Mais genericamente, o candidato Lula parece empenhado em ampliar seu arco de alianças, com vistas à governabilidade e à Paz Social. Mais que seus correligionários, Lula parece preocupado com o dia seguinte. Vai perdendo nitidez a imagem de um candidato ressentido e radicalizado, ainda que nada esteja definido por completo.
A falta de clareza nas propostas dos outros candidatos para a economia é muito evidente. Tudo se passa como se a economia não fosse um assunto importante, nem para a terceira via, nem para as candidaturas polares. Todos se abraçam às platitudes, reservando manifestações específicas para momento posterior. A Terceira Via parece sem espaço, sem oxigênio e sem imaginação.

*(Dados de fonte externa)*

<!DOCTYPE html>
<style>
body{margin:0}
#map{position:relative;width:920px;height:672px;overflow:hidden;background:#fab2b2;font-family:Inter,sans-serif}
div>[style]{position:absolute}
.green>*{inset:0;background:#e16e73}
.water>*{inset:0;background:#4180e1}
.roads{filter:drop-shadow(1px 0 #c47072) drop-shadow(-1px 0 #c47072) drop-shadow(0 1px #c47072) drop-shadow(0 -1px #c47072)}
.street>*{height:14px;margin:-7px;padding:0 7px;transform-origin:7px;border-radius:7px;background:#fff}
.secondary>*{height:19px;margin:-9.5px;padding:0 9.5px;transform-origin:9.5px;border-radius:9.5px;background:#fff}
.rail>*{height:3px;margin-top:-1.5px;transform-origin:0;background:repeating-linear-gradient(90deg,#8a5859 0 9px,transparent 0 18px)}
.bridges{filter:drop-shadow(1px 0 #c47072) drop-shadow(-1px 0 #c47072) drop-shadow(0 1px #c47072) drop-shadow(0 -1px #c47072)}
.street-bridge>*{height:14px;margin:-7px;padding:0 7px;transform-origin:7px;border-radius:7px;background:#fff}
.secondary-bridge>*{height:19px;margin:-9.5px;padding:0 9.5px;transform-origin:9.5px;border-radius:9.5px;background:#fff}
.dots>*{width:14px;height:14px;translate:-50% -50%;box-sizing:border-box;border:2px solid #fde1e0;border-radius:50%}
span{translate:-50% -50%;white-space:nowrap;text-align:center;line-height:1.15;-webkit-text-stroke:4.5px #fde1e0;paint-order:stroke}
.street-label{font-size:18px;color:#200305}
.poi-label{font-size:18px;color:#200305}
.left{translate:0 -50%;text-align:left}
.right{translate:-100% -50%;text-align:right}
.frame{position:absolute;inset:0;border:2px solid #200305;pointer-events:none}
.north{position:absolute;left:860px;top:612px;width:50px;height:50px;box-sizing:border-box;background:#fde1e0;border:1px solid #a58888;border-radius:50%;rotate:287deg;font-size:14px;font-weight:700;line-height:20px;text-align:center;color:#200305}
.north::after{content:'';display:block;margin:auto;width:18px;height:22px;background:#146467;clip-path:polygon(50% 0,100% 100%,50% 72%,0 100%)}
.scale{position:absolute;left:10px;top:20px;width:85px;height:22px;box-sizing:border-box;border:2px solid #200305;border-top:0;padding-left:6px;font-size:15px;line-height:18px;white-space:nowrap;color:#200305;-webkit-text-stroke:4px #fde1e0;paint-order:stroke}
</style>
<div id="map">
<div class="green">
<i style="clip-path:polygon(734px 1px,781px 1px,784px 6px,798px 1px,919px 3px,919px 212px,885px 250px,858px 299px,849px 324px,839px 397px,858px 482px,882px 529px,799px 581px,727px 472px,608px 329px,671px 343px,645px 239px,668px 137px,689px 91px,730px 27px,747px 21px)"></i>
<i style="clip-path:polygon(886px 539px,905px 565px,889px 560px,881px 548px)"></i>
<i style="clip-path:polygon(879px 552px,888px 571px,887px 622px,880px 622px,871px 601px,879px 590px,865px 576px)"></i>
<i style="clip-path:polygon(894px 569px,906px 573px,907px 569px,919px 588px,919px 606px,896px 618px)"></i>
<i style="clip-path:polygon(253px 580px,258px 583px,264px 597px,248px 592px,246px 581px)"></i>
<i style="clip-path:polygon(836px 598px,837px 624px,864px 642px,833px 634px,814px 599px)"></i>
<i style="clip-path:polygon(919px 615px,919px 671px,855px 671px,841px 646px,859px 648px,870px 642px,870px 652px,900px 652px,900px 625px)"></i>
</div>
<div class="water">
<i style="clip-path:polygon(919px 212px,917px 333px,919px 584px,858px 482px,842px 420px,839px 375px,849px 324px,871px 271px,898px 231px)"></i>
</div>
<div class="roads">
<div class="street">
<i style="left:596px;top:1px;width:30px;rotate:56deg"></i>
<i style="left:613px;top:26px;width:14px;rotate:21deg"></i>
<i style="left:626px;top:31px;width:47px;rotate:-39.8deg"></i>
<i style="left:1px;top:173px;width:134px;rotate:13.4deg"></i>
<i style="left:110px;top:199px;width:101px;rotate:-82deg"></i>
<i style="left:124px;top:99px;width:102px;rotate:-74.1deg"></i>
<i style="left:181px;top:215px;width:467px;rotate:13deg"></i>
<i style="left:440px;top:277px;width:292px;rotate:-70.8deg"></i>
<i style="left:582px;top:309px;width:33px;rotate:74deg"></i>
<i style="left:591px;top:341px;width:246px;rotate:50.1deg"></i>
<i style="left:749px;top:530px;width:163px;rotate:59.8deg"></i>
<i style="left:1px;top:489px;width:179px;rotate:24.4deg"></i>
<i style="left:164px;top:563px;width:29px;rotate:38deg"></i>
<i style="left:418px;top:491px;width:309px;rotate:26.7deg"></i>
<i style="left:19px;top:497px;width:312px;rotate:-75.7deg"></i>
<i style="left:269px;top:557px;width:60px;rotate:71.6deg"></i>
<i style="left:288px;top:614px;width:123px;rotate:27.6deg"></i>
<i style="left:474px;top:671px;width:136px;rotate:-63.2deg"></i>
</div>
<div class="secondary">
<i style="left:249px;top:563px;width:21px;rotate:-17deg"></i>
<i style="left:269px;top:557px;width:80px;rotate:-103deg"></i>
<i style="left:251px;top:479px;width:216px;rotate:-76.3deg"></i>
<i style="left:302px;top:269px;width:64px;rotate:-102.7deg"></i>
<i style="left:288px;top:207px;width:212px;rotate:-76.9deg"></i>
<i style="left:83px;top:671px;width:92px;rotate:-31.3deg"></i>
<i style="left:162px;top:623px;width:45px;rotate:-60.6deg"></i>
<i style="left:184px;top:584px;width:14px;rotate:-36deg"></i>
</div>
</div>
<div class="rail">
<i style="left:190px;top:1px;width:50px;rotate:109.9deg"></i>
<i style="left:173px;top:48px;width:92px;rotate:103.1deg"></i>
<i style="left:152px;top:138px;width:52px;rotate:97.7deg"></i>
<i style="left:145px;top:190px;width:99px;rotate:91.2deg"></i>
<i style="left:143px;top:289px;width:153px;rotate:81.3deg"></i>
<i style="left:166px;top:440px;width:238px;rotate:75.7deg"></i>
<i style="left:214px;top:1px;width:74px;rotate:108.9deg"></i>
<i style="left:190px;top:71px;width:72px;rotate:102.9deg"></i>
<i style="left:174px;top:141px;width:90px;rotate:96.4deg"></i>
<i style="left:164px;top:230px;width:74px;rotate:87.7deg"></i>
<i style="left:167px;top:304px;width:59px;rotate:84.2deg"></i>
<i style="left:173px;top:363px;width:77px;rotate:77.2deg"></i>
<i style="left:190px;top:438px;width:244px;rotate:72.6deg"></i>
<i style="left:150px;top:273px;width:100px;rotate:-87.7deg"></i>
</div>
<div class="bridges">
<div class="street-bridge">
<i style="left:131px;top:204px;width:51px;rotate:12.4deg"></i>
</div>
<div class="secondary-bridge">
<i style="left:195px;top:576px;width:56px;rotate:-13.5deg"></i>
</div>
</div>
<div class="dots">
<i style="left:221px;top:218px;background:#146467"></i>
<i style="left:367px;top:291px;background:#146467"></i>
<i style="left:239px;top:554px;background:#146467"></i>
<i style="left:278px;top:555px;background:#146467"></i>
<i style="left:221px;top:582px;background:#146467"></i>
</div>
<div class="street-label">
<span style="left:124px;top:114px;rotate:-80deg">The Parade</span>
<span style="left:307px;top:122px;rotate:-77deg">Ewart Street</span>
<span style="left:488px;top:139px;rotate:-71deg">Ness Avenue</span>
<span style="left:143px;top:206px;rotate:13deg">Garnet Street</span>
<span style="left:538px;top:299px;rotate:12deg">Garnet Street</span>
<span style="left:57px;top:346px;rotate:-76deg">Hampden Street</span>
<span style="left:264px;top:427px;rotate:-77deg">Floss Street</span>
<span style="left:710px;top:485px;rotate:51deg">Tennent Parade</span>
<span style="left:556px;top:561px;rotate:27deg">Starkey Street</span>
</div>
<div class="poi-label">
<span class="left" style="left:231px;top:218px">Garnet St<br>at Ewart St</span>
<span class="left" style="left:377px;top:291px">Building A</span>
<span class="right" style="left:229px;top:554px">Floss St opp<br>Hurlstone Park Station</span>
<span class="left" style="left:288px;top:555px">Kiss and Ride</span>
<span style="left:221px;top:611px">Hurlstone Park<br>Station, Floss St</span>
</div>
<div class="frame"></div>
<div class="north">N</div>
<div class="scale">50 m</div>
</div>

O candidato do PSDB, o governador de São Paulo, estacionou nas pesquisas, em nível muito baixo, depois de vencer as “prévias” com o governador Eduardo Leite. A “gestão” e a “vacina” não parecem animar seu eleitorado, o que também se observa com o mote do “combate à corrupção” encarnado por Sergio Moro.
As cambiantes e controversas propostas de Ciro Gomes também não acrescentam novas tonalidades ao debate econômico trazido pelos candidatos, por ora dominado pelas platitudes como a ideia vaga de “crescimento com responsabilidade fiscal”, e com “sensibilidade social”, embora sem nenhuma clareza sobre o que essas expressões significam exatamente nas diferentes campanhas.
As afinidades entre Sergio Moro e Afonso Pastore são muito recentes, e ainda não testadas. A presença de Ana Carla Abrão, Zeina Latif e Vanessa Canado na campanha de João Dória é muito bem-vinda e deve certamente melhorar a qualidade do debate eleitoral. Só é curioso de se especular sobre o papel de Henrique Meirelles, secretário de Fazenda do governador de São Paulo, no grupo paritário (em termos de gênero) de responsáveis pelo programa de governo do candidato.
Meirelles é um nome com muito trânsito junto a Lula, que teria indicado que o perfil do comandante da economia em sua presidência seria o de um empresário. Por ora, entretanto, permanecem cumprindo compromissos de campanha os nomes conhecidos de economistas do PT (Guido Mantega, Aloisio Mercadante, Ricardo Carneiro, Guilherme Melo e Nelson Barbosa).
Do lado do governo, e no cenário de reeleição, até o momento não se pode dizer sequer que Paulo Guedes permanecerá em seu posto, e por uma razão muito simples: nada foi dito sobre isso pelo presidente da República.
A eleição – ao menos em se tratando da economia – e a recuperação estão demorando para começar. 2022 parece ter sido adiado.
*Gustavo Franco é sócio-fundador da Rio Bravo Investimentos e ex-presidente do Banco Central do Brasil. Este artigo faz parte da Carta Estratégias de fevereiro, relatório mensal distribuído pela Rio Bravo a seus clientes e reproduzido com exclusividade pela EXAME Invest.